The Centre has transferred assorted subsidies and sops to the beneficiaries through the Direct Benefit Transfer (DBT) worth about Rs 2.3 lakh crore in the first half of the current financial year, reflecting the slow pace of government spending due to general elections and late full budget presentation.

These transfers are trailing last year’s achievement trend. Until November of FY24, the transfers were to the tune of Rs 3.3 lakh crore.

DBT transfers reached a record Rs 7.16 lakh crore in FY23, largely due to the free grains scheme and higher subsidies on fertiliser due to price rises. Going by the trends, the DBT in FY25 could be lower than Rs 6.91 lakh crore in FY24.

Given that the full Budget was presented in July, many new scheme rollouts were delayed including the new or revamped schemes like Pradhan Mantri Awas Yojana-Gramin (PMAY-G) and Urban (PMAY-U), the scheme for the productisation of Indian technology and employment-linked incentives.

Of the DBT transfers so far in FY25, Rs 1.49 lakh crore or 65% was in kind and the balance cash transfers to Aadhaar-linked banks accounts.

Subsidies worth Rs 73,081 crore were transferred towards subsidised fertiliser so far in the current financial year while subsidies worth about Rs 66,555 crore were transferred to beneficiaries via foodgrains under the public distribution system (PDS).

Around Rs 36,002 crore have been transferred for job guarantee scheme (MGNREGS) so far in FY25 and Rs 7,010 crore for subsidised cooking gas.

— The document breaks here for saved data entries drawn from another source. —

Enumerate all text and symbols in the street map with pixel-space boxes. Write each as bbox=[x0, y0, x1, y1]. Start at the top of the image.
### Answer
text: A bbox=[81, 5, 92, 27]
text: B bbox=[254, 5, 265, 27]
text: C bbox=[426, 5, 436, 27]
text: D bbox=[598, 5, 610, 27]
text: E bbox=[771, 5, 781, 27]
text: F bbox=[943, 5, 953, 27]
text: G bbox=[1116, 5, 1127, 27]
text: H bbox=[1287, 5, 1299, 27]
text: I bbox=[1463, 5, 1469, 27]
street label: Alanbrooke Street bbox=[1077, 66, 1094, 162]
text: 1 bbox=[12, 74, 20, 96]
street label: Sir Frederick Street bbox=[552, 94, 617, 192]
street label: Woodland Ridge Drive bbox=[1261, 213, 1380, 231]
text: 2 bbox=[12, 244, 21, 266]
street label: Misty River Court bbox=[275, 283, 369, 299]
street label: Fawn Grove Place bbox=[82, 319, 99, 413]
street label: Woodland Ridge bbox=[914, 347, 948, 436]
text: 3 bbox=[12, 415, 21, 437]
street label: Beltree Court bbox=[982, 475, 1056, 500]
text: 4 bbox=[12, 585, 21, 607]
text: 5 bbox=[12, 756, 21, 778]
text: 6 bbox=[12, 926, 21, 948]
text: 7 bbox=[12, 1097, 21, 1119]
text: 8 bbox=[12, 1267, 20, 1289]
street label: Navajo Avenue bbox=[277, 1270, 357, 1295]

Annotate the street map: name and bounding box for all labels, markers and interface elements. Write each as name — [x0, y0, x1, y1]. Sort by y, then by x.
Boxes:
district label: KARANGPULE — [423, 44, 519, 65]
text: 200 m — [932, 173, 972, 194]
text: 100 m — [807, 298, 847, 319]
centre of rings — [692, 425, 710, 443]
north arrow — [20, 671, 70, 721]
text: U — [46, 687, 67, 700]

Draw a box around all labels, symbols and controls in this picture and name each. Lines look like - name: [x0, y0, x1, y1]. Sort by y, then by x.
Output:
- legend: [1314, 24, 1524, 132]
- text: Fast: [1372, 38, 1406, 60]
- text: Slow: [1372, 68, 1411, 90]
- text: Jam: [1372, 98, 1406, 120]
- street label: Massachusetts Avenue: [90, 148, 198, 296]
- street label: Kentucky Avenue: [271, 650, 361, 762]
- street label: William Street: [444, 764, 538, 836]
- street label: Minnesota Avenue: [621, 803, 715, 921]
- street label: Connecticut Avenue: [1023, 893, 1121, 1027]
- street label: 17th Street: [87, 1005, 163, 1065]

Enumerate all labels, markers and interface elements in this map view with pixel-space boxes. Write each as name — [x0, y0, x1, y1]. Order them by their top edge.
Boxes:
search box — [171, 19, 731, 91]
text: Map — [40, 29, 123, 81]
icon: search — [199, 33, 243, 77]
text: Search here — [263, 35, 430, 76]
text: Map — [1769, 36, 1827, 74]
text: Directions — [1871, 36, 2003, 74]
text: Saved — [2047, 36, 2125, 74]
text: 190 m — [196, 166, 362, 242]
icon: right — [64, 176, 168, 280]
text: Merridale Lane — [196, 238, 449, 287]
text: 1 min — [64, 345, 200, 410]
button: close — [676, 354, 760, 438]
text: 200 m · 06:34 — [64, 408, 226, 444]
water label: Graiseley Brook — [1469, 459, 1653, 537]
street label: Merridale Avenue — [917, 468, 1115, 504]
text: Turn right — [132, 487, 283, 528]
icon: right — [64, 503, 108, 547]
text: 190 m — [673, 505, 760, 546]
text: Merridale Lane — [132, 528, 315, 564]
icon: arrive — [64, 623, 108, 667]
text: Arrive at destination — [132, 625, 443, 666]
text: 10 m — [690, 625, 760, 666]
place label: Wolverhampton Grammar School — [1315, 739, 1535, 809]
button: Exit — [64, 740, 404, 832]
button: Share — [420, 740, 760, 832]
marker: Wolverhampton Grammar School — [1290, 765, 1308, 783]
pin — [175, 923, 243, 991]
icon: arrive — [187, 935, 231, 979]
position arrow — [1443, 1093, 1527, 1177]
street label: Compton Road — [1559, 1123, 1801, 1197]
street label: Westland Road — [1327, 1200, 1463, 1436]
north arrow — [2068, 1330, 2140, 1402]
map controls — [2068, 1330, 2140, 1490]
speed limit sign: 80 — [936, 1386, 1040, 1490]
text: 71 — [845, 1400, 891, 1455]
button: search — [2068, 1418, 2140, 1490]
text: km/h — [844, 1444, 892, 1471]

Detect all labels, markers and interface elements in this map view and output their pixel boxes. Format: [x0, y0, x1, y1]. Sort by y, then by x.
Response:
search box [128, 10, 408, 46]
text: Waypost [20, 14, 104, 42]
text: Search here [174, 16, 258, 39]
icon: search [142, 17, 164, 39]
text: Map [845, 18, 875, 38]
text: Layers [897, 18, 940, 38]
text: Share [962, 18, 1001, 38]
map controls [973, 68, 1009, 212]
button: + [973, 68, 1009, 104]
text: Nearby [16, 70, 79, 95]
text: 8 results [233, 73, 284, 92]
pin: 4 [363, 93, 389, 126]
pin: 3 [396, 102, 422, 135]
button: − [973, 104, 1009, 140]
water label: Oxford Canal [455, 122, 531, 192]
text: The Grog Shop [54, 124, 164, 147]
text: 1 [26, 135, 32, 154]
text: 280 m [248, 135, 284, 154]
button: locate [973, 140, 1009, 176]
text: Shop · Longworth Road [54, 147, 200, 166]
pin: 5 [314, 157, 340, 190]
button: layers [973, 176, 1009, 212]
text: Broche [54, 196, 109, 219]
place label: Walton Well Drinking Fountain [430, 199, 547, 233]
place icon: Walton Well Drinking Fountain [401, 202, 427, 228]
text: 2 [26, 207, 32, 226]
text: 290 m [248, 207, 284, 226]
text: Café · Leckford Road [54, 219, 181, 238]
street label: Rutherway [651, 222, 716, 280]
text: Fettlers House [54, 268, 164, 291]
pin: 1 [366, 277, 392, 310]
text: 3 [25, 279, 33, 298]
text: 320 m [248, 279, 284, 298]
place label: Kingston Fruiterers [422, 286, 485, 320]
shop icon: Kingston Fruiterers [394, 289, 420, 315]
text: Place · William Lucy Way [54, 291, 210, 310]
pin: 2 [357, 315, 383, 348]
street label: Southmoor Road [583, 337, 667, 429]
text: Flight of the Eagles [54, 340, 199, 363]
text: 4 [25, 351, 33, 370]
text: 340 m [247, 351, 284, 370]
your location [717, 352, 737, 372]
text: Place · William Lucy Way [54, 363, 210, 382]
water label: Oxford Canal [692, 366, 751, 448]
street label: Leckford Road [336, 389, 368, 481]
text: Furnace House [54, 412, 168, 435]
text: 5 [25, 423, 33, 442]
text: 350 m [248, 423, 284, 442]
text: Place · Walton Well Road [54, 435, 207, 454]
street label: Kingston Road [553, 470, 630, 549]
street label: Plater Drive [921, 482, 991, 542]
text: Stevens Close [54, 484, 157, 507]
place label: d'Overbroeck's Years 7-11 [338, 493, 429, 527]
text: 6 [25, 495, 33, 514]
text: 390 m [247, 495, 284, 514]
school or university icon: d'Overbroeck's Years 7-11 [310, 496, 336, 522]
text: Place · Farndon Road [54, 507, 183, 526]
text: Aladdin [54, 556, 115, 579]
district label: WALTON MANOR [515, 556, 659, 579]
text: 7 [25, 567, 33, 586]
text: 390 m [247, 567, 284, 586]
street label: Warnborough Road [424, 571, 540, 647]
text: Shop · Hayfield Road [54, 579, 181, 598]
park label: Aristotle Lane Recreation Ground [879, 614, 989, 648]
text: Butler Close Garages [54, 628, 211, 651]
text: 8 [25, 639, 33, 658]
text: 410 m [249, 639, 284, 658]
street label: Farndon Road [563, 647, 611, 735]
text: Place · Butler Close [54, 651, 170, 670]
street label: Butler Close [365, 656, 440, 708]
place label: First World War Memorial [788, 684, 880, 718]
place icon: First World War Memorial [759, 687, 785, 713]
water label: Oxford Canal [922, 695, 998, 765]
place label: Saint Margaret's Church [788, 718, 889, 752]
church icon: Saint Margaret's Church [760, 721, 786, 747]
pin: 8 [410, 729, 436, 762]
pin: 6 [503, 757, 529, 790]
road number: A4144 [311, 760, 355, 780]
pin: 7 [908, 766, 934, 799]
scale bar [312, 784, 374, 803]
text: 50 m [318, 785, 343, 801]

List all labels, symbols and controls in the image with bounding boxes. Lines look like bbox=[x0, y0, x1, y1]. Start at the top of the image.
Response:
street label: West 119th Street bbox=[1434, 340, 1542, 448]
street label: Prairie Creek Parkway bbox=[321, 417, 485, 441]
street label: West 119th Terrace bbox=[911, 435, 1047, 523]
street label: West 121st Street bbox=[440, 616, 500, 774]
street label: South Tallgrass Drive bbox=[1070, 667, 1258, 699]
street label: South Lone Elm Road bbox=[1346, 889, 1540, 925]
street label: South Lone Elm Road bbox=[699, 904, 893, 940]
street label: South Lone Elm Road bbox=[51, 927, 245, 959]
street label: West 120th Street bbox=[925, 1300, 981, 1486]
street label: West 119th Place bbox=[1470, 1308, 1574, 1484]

For Pradhan Mantri Gramin Awas Yojana-Rural (PMAY-R), a paltry Rs 3,466 crore has been transferred in H1FY25 compared with the budget outlay of Rs 54,500 crore for the full year.

DBT for most of the central government schemes (313) resulted in Rs 3.5 lakh crore savings due to plugging of leakages between FY15 and FY23.

More than 138 crore beneficiaries for different schemes are registered under various DBT schemes as of September 2024.

The DBT-induced savings gave the managers of government finances significant headroom to improve the quality of spending and offer additional welfare benefits to deserving beneficiaries, without constraining the exchequer too much.